• What you will do
Without the images, print all the entries below exactly as given.

== == ==

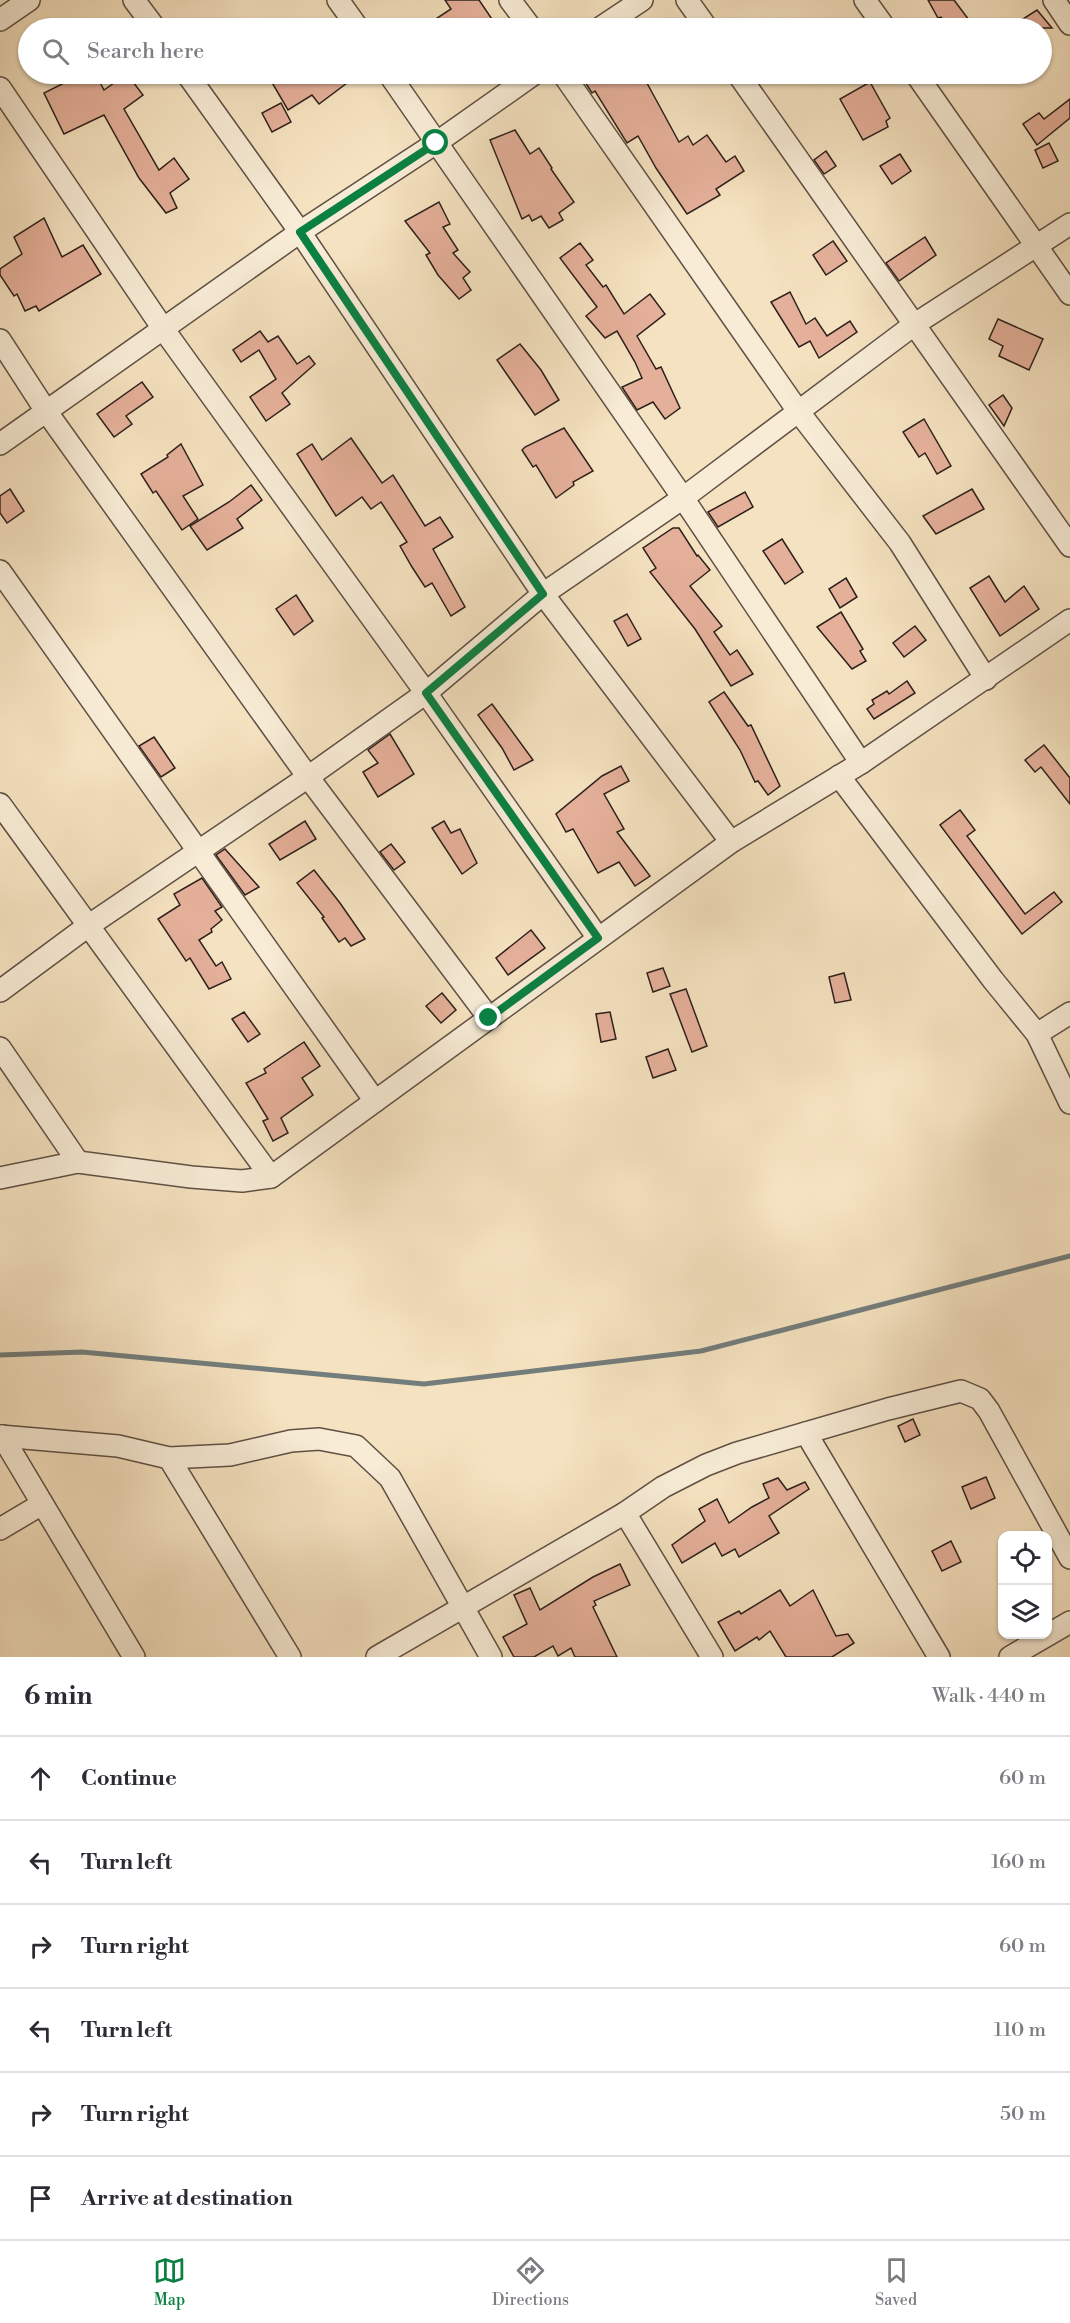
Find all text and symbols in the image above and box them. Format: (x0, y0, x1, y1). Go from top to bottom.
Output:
search box (18, 18, 1052, 84)
icon: search (39, 35, 72, 68)
text: Search here (87, 38, 204, 65)
route start (422, 129, 448, 155)
route end (475, 1004, 501, 1030)
map controls (998, 1531, 1052, 1639)
button: locate (998, 1531, 1052, 1585)
button: layers (998, 1585, 1052, 1639)
text: 6 min (24, 1680, 92, 1712)
text: Walk · 440 m (932, 1684, 1046, 1709)
icon: ahead (24, 1762, 57, 1795)
text: Continue (81, 1765, 177, 1792)
text: 60 m (999, 1766, 1046, 1791)
icon: left (24, 1846, 57, 1879)
text: Turn left (81, 1849, 172, 1876)
text: 160 m (991, 1850, 1046, 1875)
icon: right (24, 1930, 57, 1963)
text: Turn right (81, 1933, 189, 1960)
text: 60 m (999, 1934, 1046, 1959)
icon: left (24, 2014, 57, 2047)
text: Turn left (81, 2017, 172, 2044)
text: 110 m (994, 2018, 1046, 2043)
icon: right (24, 2098, 57, 2131)
text: Turn right (81, 2101, 189, 2128)
text: 50 m (1000, 2102, 1046, 2127)
icon: arrive (24, 2182, 57, 2215)
text: Arrive at destination (81, 2185, 293, 2212)
tab: Map (153, 2254, 186, 2310)
tab: Directions (492, 2254, 569, 2310)
tab: Saved (875, 2254, 917, 2310)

== == ==

• Output
Find all text and symbols in the image above and box them. Format: (x0, y0, x1, y1). Go from top to bottom.
Output:
search box (18, 18, 1052, 84)
icon: search (39, 35, 72, 68)
text: Search here (87, 38, 204, 65)
route start (422, 129, 448, 155)
route end (475, 1004, 501, 1030)
map controls (998, 1531, 1052, 1639)
button: locate (998, 1531, 1052, 1585)
button: layers (998, 1585, 1052, 1639)
text: 6 min (24, 1680, 92, 1712)
text: Walk · 440 m (932, 1684, 1046, 1709)
icon: ahead (24, 1762, 57, 1795)
text: Continue (81, 1765, 177, 1792)
text: 60 m (999, 1766, 1046, 1791)
icon: left (24, 1846, 57, 1879)
text: Turn left (81, 1849, 172, 1876)
text: 160 m (991, 1850, 1046, 1875)
icon: right (24, 1930, 57, 1963)
text: Turn right (81, 1933, 189, 1960)
text: 60 m (999, 1934, 1046, 1959)
icon: left (24, 2014, 57, 2047)
text: Turn left (81, 2017, 172, 2044)
text: 110 m (994, 2018, 1046, 2043)
icon: right (24, 2098, 57, 2131)
text: Turn right (81, 2101, 189, 2128)
text: 50 m (1000, 2102, 1046, 2127)
icon: arrive (24, 2182, 57, 2215)
text: Arrive at destination (81, 2185, 293, 2212)
tab: Map (153, 2254, 186, 2310)
tab: Directions (492, 2254, 569, 2310)
tab: Saved (875, 2254, 917, 2310)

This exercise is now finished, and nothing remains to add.